Explanation of the Example Code:

  • **Using `list.sort()`:**
    • `numbers.sort()` modifies `numbers` directly. It returns `None`, so assigning its result to a variable (`result = numbers.sort()`) makes `result` equal to `None`.
    • `reverse=True` sorts in descending order.
    • `words.sort()` performs a default lexicographical (case-sensitive) sort.
    • `words.sort(key=str.lower)` uses the `key` argument to sort strings case-insensitively. The `str.lower` function is applied to each word to generate a temporary "key" for comparison, but the original words are still what are sorted.
  • **Using `sorted()`:**
    • `sorted(data)` creates a *new list* from the `data` tuple, leaving the original `data` unchanged. This is crucial when you need to preserve the original collection.
    • It can sort any iterable, as shown by sorting a string, which produces a list of sorted characters.
  • **Sorting with a Custom Key Function:**
    • `key=len` sorts the `fruits` list based on the length of each string, not their alphabetical order.
    • `key=lambda s: s["score"]` sorts the `students` list of dictionaries based on the value of the "score" key in each dictionary. Lambda functions are very common for inline key functions.

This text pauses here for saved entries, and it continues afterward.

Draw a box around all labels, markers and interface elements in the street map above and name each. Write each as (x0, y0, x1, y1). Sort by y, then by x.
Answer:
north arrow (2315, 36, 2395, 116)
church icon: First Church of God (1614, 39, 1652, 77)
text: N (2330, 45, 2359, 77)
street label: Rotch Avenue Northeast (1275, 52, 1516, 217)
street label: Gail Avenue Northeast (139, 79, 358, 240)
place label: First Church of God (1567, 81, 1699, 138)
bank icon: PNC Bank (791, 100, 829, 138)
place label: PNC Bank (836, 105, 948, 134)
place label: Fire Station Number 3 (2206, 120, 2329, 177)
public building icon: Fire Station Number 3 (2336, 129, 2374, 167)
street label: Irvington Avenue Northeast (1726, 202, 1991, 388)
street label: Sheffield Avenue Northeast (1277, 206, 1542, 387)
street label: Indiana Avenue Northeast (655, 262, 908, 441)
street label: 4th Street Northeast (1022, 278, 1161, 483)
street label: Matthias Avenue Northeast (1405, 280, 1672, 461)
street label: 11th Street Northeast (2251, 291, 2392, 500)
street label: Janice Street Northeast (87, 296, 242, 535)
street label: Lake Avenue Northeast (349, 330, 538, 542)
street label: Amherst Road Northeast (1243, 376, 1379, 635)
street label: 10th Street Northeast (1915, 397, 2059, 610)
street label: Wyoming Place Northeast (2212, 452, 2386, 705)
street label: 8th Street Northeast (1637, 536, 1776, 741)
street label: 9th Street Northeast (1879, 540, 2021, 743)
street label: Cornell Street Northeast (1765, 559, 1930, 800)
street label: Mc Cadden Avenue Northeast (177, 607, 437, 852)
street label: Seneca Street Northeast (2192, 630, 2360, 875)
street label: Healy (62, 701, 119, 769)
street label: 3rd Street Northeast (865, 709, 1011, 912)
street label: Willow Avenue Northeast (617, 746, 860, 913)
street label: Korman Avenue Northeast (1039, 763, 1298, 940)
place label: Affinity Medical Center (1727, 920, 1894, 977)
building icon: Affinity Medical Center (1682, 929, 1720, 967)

    • `key=lambda s: (s["score"], s["age"])` demonstrates sorting by multiple criteria. Python sorts tuples element by element. If scores are equal, it then uses age for comparison. The `reverse=True` applies primarily to the first element of the tuple. To reverse a secondary key, you often need to negate numerical values (e.g., `-s["age"]`).
  • **Stability of Sort:**
    • The `items` list has two tuples with the same primary sorting key (`"apple"`).
    • After sorting by name, the relative order of `('apple', 1)` and `('apple', 3)` remains the same as in the original list, illustrating the stability of Python's Timsort algorithm.

These examples cover the fundamental ways to sort in Python, highlighting the differences between `sort()` and `sorted()` and the power of the `key` argument for custom sorting logic.